Procédure devant la cour
Par une requête et un mémoire, enregistrés les 5 et 12 août 2021, M. A..., représenté par Me Meral, demande à la cour :
1°) d'annuler l'article 2 du jugement susvisé du 7 mai 2021 et les décisions susvisées prises à son encontre ;
2°) d'enjoindre au préfet du Cantal, à titre principal, de lui délivrer un titre de séjour dans un délai de quinze jours à compter de la notification de l'arrêt sous astreinte de 50 euros par jour de retard, à titre subsidiaire, d'enjoindre audit préfet de réexaminer sa situation dans un délai de quinze jours suivant la notification de l'arrêt sous astreinte de 50 euros par jour de retard, et dans l'attente, de lui délivrer une autorisation provisoire de séjour ;
3°) de mettre à la charge de l'Etat la somme de 1 200 euros en application des dispositions de l'article L. 761-1 du code de justice administrative et de l'article 37 de la loi du 10 juillet 1991.
Il soutient que :
- la décision portant obligation de quitter le territoire français est entachée d'un vice de procédure, dès lors qu'elle a été prise sans son audition préalable et sans respect de son droit d'être entendu au sens du droit de l'Union européenne ;
- elle méconnaît les dispositions de l'article L. 423-23 du code de l'entrée et du séjour des étrangers et du droit d'asile ainsi que les stipulations de l'article 8 de la convention européenne de sauvegarde des droits de l'homme et des libertés fondamentales ;
- la décision de refus de délai de départ volontaire méconnaît les dispositions des articles L. 612-2 et L. 612-3 du code de l'entrée et du séjour des étrangers et du droit d'asile dès lors qu'il justifie de circonstances particulières ;
- la décision portant interdiction de retour sur le territoire français est illégale en raison de l'illégalité de la décision portant refus de délai de départ volontaire ;
- elle est insuffisamment motivée, est entachée d'une erreur manifeste d'appréciation au regard de sa vie privée et familiale et de l'existence de circonstances humanitaires faisant obstacle à son édiction ;
- la décision portant assignation à résidence est illégale en raison de l'illégalité de l'obligation de quitter le territoire français.

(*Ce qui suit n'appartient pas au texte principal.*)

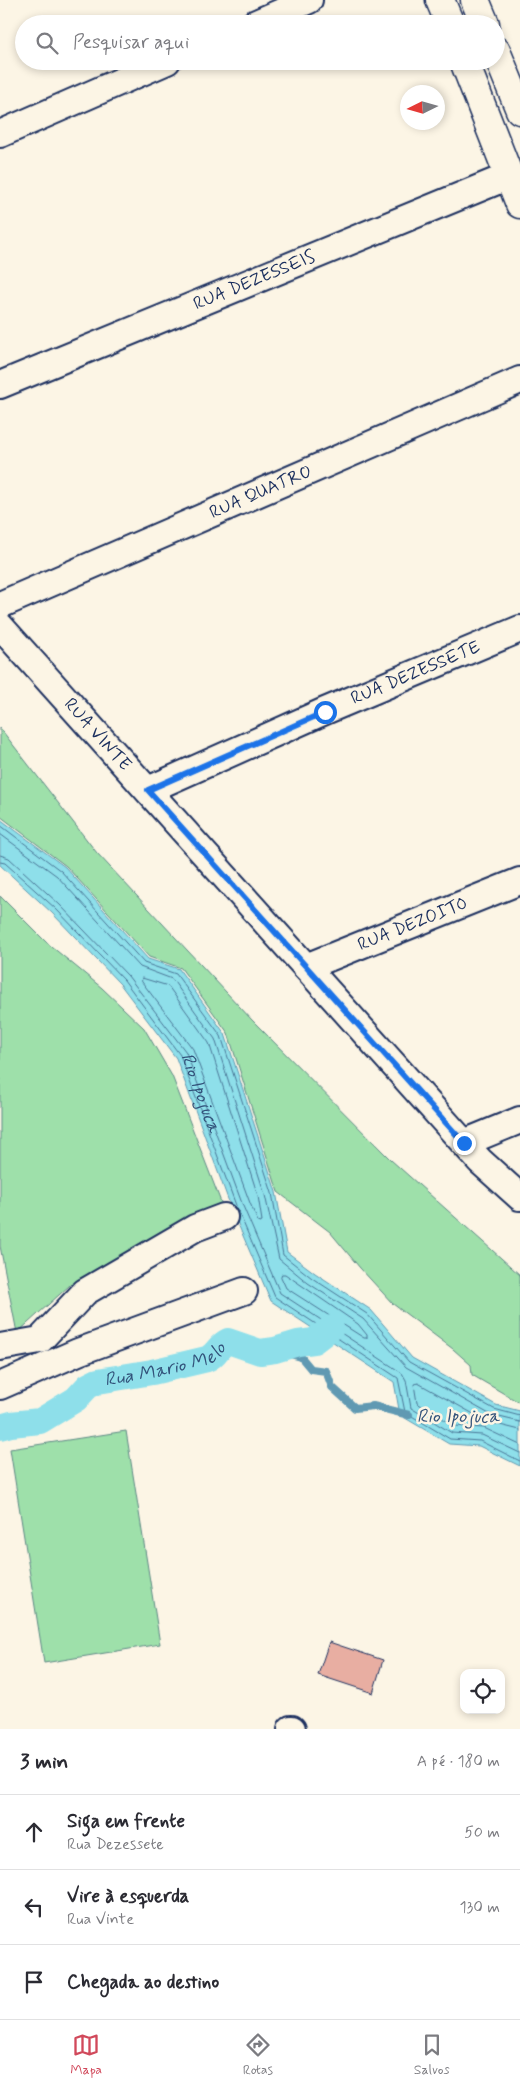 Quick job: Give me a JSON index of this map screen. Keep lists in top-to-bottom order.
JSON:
{
  "streets": {
    "street": [
      "RUA DEZESSEIS",
      "RUA QUATRO",
      "RUA DEZESSETE",
      "RUA VINTE",
      "RUA DEZOITO"
    ]
  },
  "crossings": [
    ["RUA DEZESSETE", "RUA VINTE"],
    ["RUA VINTE", "RUA DEZOITO"]
  ],
  "water": ["Rio Ipojuca", "Rua Mario Melo"],
  "north": "left",
  "page": {
    "search": "Pesquisar aqui",
    "heading": ["3 min", "A pé · 180 m"],
    "list": [
      ["Siga em frente", "Rua Dezessete", "50 m"],
      ["Vire à esquerda", "Rua Vinte", "130 m"],
      "Chegada ao destino"
    ],
    "nav": ["Mapa", "Rotas", "Salvos"]
  }
}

Par un mémoire, enregistré le 6 octobre 2021, le préfet du Cantal conclut au rejet de la requête.
Il fait valoir que les moyens soulevés ne sont pas fondés.
Les parties ont été informées, par courrier du 4 juillet 2022, en application des dispositions de l'article R. 611-7-3 du code de justice administrative, de ce que, dans l'hypothèse où la cour annulerait l'interdiction de retour sur le territoire français prononcée à l'encontre de M. A..., l'arrêt à intervenir est susceptible d'impliquer le prononcé d'office d'une injonction afin de procéder à l'effacement de son signalement aux fins de son admission dans le système d'information Schengen.
La demande d'aide juridictionnelle de M. A... a été rejetée par décision du 7 juillet 2021.
Vu les autres pièces du dossier ;
Vu :
- la convention européenne de sauvegarde des droits de l'homme et des libertés fondamentales ;
- la charte des droits fondamentaux de l'Union européenne, et notamment son article 41 ;
- le code des relations entre le public et l'administration ;
- le code de l'entrée et du séjour des étrangers et du droit d'asile ;
- le code de justice administrative ;
Le président de la formation de jugement ayant dispensé le rapporteur public, sur sa proposition, de prononcer des conclusions à l'audience.
Les parties ayant été régulièrement averties du jour de l'audience ;
Après avoir entendu au cours de l'audience publique, le rapport de Mme Rémy-Néris, première conseillère ;
Considérant ce qui suit :
1. M. B... A..., ressortissant sénégalais né le 28 décembre 1994, est entré en France le 4 septembre 2019 sous couvert d'un passeport revêtu d'un visa de court séjour délivré le 21 août 2019 par le consulat général de France à Dakar. Par un arrêté du 3 mai 2021, le préfet du Cantal l'a obligé à quitter le territoire français sans délai sur le fondement des dispositions des 2° et 6° de l'article L. 611-1 du code de l'entrée et du séjour des étrangers et du droit d'asile, a fixé le pays à destination duquel il pourra être reconduit, et a prononcé à son encontre une interdiction de retour sur le territoire français d'une durée de trois ans. Par un arrêté du même jour, le préfet du Cantal l'a assigné à résidence pour une durée de quarante-cinq jours. M. A... relève appel du jugement par lequel la magistrate désignée par le président du tribunal administratif de Clermont-Ferrand a rejeté sa demande tendant à l'annulation de ces arrêtés.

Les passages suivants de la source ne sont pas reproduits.